LJ Archive

So, You Want to E-Publish?

Dan Sawyer

Issue #207, July 2011

E-publishing for e-readers involves a bit more than merely printing to a PDF—at least if you want a professional-looking result. As always though, open source can help you get from here to there.

With Sony e-readers, Kindles, Kobos, Nooks, iPads, smartphones and the new Nintendo handhelds all giving you the ability to read on the go without having to cart around a stack of paperbacks, the e-book market is growing like an alien embryo in a doberman. All the major stores allow independents to list with them, and the result is, not surprisingly, a lot of books that look like they weren't edited or typeset at all. Ever seen a blog with no theme, where the text is blocky with no indents or proper spacing? A lot of these books look like that.

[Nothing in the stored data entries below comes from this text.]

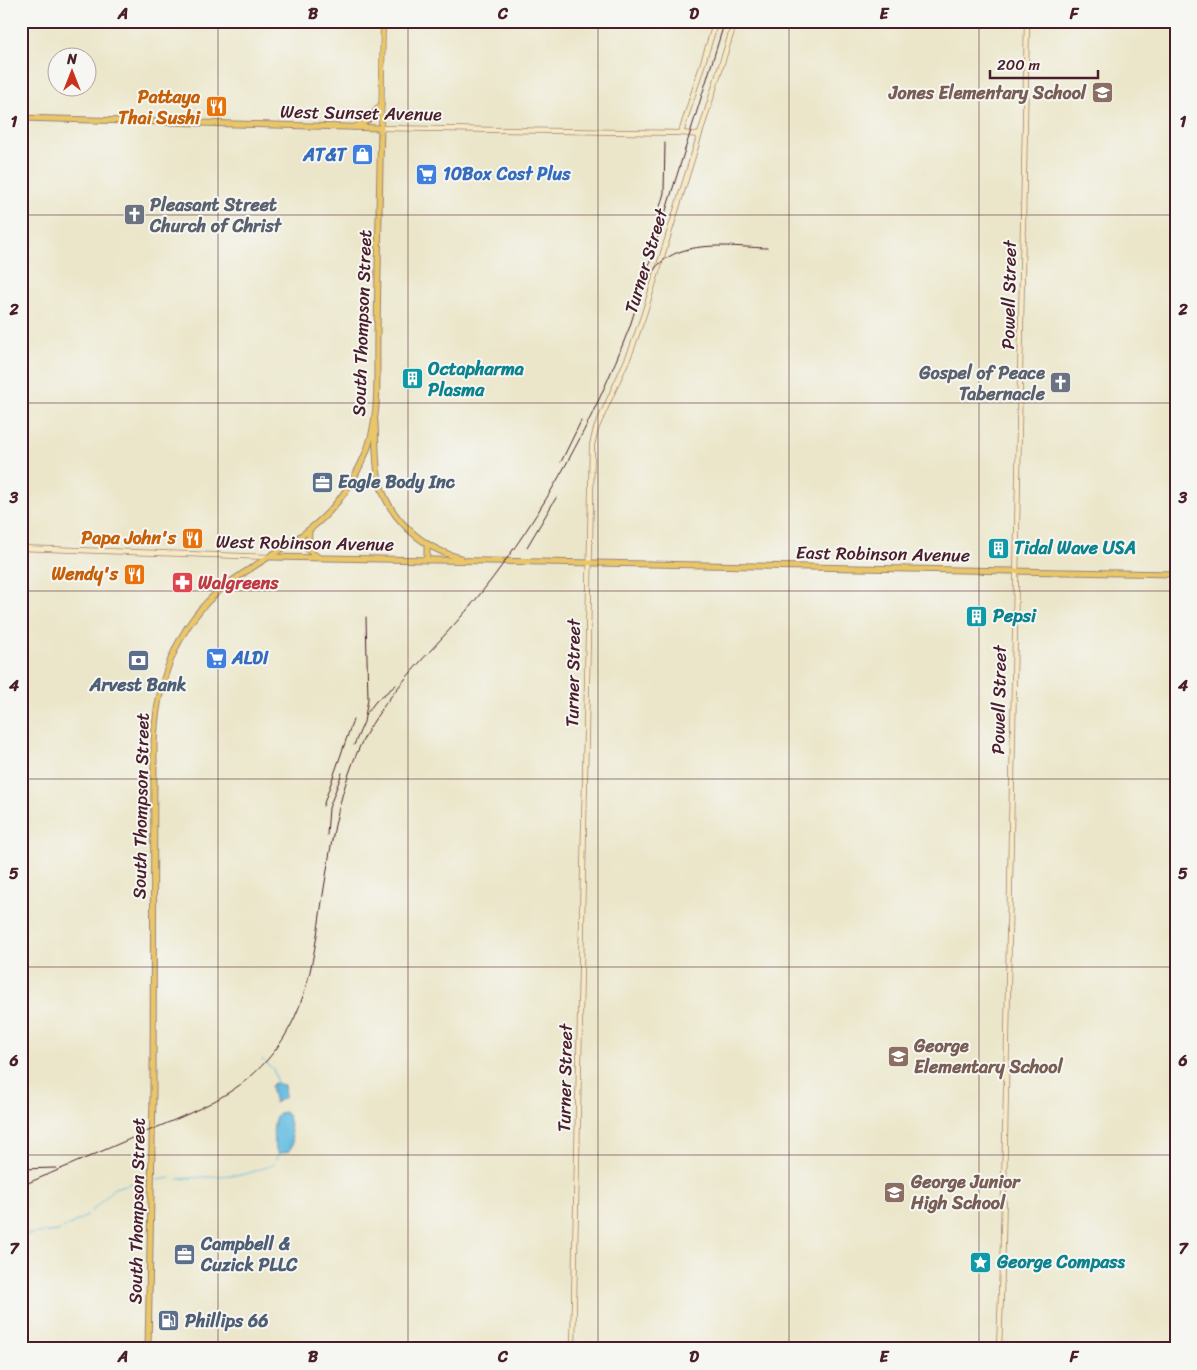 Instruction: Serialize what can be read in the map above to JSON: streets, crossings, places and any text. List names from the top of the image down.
{
  "streets": {
    "highway": [
      "West Sunset Avenue",
      "South Thompson Street",
      "West Robinson Avenue",
      "East Robinson Avenue"
    ],
    "street": ["Turner Street", "Powell Street"]
  },
  "crossings": [
    ["West Sunset Avenue", "Turner Street"],
    ["West Sunset Avenue", "South Thompson Street"],
    ["Turner Street", "West Robinson Avenue"],
    ["Turner Street", "East Robinson Avenue"],
    ["Powell Street", "East Robinson Avenue"],
    ["South Thompson Street", "West Robinson Avenue"],
    ["West Robinson Avenue", "East Robinson Avenue"]
  ],
  "places": {
    "school or university": ["Jones Elementary School", "George Elementary School", "George Junior High School"],
    "restaurant": ["Pattaya Thai Sushi", "Papa John's", "Wendy's"],
    "shop": ["AT&T"],
    "supermarket": ["10Box Cost Plus", "ALDI"],
    "church": ["Pleasant Street Church of Christ", "Gospel of Peace Tabernacle"],
    "building": ["Octapharma Plasma", "Tidal Wave USA", "Pepsi"],
    "office": ["Eagle Body Inc", "Campbell & Cuzick PLLC"],
    "pharmacy": ["Walgreens"],
    "bank": ["Arvest Bank"],
    "place": ["George Compass"],
    "fuel station": ["Phillips 66"]
  },
  "scale_bar": "200 m",
  "north": "top",
  "grid": {
    "columns": [
      "A",
      "B",
      "C",
      "D",
      "E",
      "F"
    ],
    "rows": [
      "1",
      "2",
      "3",
      "4",
      "5",
      "6",
      "7"
    ]
  }
} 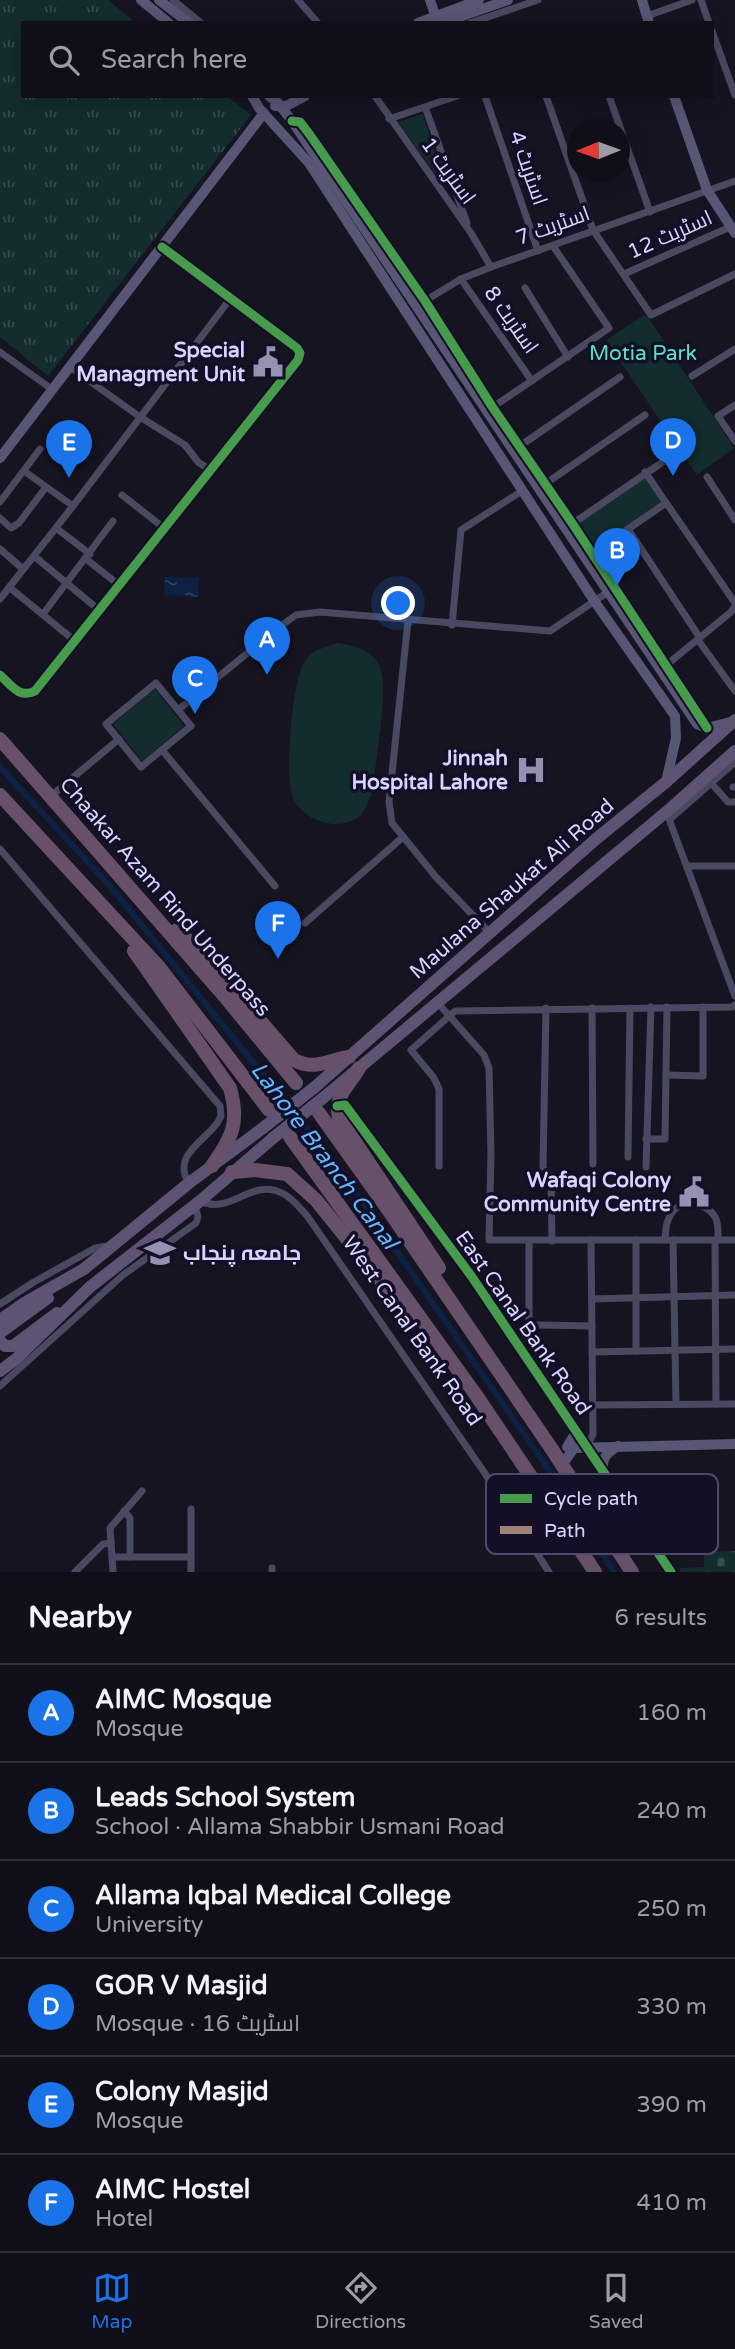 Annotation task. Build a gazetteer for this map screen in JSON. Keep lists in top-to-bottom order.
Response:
{
  "streets": {
    "highway": ["Chaakar Azam Rind Underpass", "West Canal Bank Road"],
    "main road": ["Maulana Shaukat Ali Road"],
    "street": [
      "اسٹریٹ 4",
      "اسٹریٹ 1",
      "اسٹریٹ 7",
      "اسٹریٹ 12",
      "اسٹریٹ 8",
      "East Canal Bank Road"
    ]
  },
  "crossings": [
    ["اسٹریٹ 4", "اسٹریٹ 7"],
    ["اسٹریٹ 1", "اسٹریٹ 7"],
    ["اسٹریٹ 7", "اسٹریٹ 8"]
  ],
  "water": ["Lahore Branch Canal"],
  "parks": ["Motia Park"],
  "places": {
    "public building": ["Special Managment Unit", "Wafaqi Colony Community Centre"],
    "hospital": ["Jinnah Hospital Lahore"],
    "school or university": ["جامعہ پنجاب"]
  },
  "legend": ["Cycle path", "Path"],
  "north": "left",
  "page": {
    "search": "Search here",
    "pins": [
      "D",
      "E",
      "B",
      "A",
      "C",
      "F"
    ],
    "heading": ["Nearby", "6 results"],
    "list": [
      {
        "mark": "A",
        "name": "AIMC Mosque",
        "note": "Mosque",
        "value": "160 m"
      },
      {
        "mark": "B",
        "name": "Leads School System",
        "note": "School · Allama Shabbir Usmani Road",
        "value": "240 m"
      },
      {
        "mark": "C",
        "name": "Allama Iqbal Medical College",
        "note": "University",
        "value": "250 m"
      },
      {
        "mark": "D",
        "name": "GOR V Masjid",
        "note": "Mosque · اسٹریٹ 16",
        "value": "330 m"
      },
      {
        "mark": "E",
        "name": "Colony Masjid",
        "note": "Mosque",
        "value": "390 m"
      },
      {
        "mark": "F",
        "name": "AIMC Hostel",
        "note": "Hotel",
        "value": "410 m"
      }
    ],
    "nav": ["Map", "Directions", "Saved"]
  }
}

All these devices have created a demand for content, which means that, as with HTML in the early days of the Web, there's a demand for people who can make it look good. There also are independent-minded folks who are determined to do their own typesetting rather than contracting out the work, even if it means shelling out a lot of money for programs with which to do it.

But, this is open source, that wonderful corner of the world where we don't need no stinking proprietary programs. When it comes to e-books though, every e-reader device has its own proprietary format. EPUB is the available open standard, and being an open standard, it's pretty easy to migrate from EPUB to other formats for other readers (some retailers even will do that dirty work for you). First though, you have to make an EPUB, which looks from the outside like a nontrivial task.

It turns out there are about a dozen different ways to make an e-book on Linux, from OpenOffice.org templates and extensions to HTML-to-EPUB conversion utilities. You can use Scribus to lay out your e-book, export to PDF, convert to HTML and convert from there to EPUB. You even can hand-code the thing.

If you're not familiar with the difficulties and advantages of each approach, the decision can mean making a choice blindly. Covering all the options in detail would take a lot more space than I have in this article, so I concentrate on a method that exposes the underlying structure of the e-book for fine tinkering while using a GUI that streamlines the process.

The Theory

E-book authoring essentially is a layout and design process that uses HTML and CSS to create the final output, which is a limited subset of XHTML and XML. This final output is all stuffed into a single zip file and is designed to be widely readable. Because of this, working with it can be just different enough from hand-coding vanilla HTML to become maddening. Nonetheless, to create a proper e-book, you need, at minimum, the following:

  1. Hierarchical arrangement of content.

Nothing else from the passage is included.